Sunwealth seeks to create wider-reaching social and environmental impact – without sacrificing financial return – by combining commercial solar projects for credit-worthy businesses, municipalities, and non-profit organizations into a single investment vehicle.
The first tranche is comprised of six projects providing renewable solar energy to fire departments, schools, and businesses in New York and New England, including Sika Sarnafil’s U.S. headquarters in Canton, Massachusetts and the Montessori School of Northampton, Massachusetts. All six projects were recently placed in service, and to date the Solar Impact Fund has exceeded performance expectations.
The second tranche, with a bond offering of $1.5M and tax equity offering of $1M, will include nine additional projects to build on the Solar Impact Fund’s initial success.
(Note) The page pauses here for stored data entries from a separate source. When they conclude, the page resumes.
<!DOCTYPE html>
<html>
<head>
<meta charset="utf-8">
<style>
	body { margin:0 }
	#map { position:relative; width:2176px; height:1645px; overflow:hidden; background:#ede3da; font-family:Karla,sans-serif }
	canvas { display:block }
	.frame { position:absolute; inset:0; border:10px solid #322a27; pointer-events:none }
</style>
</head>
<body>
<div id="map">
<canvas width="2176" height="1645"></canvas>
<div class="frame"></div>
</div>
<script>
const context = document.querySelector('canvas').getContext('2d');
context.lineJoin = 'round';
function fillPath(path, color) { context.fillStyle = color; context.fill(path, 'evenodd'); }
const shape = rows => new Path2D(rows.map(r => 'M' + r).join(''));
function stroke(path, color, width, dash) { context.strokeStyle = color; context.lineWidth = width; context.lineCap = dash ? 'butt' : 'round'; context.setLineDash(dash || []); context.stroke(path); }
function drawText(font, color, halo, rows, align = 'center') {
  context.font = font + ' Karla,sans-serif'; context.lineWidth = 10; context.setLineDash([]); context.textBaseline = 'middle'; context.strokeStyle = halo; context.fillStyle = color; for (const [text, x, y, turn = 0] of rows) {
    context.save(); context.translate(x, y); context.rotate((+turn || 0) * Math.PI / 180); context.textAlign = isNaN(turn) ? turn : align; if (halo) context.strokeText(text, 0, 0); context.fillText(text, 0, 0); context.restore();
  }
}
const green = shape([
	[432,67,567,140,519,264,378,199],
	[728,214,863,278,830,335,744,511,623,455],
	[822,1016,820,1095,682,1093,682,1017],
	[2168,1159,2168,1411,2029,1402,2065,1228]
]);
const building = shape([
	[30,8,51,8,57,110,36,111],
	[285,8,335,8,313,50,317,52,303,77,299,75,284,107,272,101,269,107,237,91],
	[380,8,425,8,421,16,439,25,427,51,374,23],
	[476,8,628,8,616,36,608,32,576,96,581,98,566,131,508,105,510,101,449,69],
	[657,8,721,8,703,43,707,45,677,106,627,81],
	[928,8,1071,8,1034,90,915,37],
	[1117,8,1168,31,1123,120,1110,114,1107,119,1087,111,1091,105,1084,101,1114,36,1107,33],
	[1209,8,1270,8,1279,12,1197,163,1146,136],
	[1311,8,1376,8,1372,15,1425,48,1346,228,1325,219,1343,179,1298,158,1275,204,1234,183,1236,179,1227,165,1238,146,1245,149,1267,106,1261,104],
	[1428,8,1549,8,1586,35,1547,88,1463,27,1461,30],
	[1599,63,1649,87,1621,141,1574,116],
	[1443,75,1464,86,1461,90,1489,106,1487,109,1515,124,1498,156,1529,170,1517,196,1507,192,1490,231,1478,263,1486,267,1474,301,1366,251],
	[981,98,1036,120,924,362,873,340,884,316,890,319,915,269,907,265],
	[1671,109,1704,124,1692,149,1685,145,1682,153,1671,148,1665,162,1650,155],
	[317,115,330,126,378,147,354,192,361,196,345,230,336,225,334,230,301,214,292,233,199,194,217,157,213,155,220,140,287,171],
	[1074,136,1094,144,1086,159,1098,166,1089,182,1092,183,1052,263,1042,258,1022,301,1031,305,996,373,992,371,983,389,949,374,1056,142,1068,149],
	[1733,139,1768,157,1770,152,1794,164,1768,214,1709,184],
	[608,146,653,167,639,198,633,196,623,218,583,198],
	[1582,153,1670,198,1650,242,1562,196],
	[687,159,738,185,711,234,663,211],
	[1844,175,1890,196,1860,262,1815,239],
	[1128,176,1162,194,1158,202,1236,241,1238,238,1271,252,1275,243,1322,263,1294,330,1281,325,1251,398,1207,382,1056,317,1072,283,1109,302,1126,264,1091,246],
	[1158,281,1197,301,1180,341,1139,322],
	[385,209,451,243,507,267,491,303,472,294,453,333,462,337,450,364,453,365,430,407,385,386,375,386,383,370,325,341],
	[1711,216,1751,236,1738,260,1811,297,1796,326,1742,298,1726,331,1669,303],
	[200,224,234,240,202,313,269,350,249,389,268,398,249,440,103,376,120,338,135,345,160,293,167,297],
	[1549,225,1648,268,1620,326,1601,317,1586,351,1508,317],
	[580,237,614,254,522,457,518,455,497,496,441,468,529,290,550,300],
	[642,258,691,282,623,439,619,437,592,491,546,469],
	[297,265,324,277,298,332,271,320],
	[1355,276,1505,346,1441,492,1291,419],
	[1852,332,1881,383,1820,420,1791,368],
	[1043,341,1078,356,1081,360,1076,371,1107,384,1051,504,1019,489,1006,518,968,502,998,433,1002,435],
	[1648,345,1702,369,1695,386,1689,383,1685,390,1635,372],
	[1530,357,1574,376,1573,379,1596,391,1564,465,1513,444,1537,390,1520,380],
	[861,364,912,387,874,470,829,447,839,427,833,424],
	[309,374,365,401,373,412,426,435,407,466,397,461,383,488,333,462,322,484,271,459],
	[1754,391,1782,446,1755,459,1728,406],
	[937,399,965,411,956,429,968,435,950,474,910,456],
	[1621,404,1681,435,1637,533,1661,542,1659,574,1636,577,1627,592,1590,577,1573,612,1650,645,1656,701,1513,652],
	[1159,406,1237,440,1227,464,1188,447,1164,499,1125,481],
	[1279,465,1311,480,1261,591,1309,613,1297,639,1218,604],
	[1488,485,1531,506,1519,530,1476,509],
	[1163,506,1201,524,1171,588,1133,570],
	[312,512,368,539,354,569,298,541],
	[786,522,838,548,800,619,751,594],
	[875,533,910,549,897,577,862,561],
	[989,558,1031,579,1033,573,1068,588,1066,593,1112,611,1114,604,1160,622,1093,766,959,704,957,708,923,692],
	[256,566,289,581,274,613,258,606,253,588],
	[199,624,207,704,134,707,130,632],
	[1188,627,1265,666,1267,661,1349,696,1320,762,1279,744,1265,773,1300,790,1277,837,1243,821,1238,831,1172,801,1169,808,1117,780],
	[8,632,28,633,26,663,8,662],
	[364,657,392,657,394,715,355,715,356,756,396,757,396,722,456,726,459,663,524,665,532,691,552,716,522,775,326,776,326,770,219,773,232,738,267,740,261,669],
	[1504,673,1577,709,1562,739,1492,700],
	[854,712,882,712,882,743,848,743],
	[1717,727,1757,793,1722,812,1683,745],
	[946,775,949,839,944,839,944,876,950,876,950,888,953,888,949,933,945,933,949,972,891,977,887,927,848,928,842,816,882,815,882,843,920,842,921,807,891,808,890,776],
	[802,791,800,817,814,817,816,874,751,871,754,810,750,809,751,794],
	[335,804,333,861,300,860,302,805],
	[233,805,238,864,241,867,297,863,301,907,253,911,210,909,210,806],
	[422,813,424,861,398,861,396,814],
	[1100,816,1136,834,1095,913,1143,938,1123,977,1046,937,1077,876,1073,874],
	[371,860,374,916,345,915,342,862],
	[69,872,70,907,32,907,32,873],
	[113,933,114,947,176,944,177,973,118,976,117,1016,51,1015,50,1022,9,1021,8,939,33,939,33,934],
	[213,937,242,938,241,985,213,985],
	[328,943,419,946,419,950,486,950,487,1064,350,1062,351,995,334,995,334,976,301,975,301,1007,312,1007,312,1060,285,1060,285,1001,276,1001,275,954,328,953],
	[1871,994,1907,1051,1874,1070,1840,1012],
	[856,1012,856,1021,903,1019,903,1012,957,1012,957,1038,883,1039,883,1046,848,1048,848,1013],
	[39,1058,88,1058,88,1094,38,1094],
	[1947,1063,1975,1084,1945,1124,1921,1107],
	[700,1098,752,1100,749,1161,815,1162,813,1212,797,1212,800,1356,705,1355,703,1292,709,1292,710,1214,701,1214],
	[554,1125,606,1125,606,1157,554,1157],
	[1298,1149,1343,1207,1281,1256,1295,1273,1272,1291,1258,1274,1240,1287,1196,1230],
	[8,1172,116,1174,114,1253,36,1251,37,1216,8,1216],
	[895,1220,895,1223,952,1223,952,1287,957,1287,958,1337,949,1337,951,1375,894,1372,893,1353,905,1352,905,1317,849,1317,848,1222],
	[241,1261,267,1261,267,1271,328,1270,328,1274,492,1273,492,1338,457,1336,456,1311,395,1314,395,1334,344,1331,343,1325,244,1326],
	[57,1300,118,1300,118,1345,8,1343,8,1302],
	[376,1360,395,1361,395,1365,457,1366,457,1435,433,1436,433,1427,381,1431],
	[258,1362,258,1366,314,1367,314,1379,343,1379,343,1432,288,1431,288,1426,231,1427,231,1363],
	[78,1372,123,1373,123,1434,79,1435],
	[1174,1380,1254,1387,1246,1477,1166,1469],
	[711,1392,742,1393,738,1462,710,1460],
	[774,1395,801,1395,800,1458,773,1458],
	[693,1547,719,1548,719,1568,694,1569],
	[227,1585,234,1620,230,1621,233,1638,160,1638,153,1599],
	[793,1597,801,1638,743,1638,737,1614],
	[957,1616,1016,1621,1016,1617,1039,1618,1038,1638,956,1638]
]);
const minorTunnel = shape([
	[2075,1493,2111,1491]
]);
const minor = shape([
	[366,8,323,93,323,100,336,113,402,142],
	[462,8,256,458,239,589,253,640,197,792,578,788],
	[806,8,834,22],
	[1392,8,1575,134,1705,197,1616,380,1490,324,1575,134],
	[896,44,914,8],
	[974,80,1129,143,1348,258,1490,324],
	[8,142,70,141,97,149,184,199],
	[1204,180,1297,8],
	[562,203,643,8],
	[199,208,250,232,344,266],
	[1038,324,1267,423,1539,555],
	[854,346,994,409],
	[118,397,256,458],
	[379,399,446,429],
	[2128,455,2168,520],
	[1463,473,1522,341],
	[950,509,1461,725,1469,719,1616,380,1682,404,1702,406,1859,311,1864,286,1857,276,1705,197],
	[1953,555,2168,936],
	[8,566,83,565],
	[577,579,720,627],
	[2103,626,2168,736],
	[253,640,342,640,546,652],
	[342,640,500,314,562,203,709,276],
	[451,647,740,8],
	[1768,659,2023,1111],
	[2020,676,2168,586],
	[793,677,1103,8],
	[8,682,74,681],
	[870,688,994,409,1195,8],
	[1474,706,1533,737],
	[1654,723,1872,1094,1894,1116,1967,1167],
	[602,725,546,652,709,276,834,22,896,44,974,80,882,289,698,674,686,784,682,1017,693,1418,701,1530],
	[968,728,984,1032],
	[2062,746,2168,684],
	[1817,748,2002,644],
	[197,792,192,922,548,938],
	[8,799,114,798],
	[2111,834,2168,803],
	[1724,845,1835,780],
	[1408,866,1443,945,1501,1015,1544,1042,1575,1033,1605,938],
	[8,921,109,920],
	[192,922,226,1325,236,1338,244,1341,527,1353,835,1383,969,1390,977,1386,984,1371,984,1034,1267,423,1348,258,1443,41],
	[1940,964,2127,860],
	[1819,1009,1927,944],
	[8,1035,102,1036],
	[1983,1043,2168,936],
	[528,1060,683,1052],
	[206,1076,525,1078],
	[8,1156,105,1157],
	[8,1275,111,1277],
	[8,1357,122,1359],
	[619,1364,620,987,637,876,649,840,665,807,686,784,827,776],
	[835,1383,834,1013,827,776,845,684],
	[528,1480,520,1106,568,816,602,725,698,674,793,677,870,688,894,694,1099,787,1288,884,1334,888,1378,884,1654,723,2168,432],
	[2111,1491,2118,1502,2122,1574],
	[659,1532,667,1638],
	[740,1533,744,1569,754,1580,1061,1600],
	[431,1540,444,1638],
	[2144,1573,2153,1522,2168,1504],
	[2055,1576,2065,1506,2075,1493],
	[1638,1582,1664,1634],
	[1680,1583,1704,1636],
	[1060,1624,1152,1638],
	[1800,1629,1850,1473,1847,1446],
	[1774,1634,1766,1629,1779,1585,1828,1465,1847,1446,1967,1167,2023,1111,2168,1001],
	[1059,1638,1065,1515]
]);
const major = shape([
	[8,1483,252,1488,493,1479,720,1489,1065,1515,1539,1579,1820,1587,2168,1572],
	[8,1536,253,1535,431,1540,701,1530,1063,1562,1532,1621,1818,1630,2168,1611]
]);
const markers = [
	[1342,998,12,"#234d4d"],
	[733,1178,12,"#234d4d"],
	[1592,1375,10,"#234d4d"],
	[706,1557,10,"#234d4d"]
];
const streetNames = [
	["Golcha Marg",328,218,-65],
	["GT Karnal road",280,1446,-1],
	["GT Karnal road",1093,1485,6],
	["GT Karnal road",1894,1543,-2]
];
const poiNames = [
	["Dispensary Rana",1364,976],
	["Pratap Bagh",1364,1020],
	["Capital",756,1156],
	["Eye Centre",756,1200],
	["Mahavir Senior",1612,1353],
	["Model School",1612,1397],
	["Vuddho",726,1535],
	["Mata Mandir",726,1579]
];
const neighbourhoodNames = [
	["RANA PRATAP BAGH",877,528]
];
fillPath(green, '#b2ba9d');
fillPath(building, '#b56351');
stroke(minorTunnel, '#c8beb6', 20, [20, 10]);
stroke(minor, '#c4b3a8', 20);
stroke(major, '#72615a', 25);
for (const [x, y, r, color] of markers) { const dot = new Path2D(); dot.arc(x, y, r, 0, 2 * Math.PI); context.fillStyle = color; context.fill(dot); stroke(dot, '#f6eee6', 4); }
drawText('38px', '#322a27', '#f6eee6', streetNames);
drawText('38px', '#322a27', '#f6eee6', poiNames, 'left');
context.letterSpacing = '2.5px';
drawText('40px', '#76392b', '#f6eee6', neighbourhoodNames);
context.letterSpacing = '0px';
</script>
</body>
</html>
“ Commercial solar is built on proven technology, high technical potential, and is a driving force in the decentralization, de-carbonization, and democratization of our energy grid,” said Jonathan Abe, Chief Executive Officer at Sunwealth. “ The Solar Impact Fund provides investors with a simple, transparent, and predictable investment. They know which projects they are funding and can track the measurable impact they are delivering.”
The Fund’s first two tranches will produce more than 1,691 metric tons of carbon offsets per annum, over $2,115,000 in energy savings for power purchasers, and generate more than 50 job years for sophisticated positions among locally-based solar firms.
Sunwealth invests alongside its investors by owning and operating each project within the Solar Impact Fund. The firm’s technology-driven insight paired with a proprietary underwriting process identifies high-performing projects that can generate meaningful financial returns. The standardized and pooled-project approach dramatically reduces transaction costs and gives investors access to a diverse set of projects that combat climate change and strengthen communities through job creation and access to clean energy.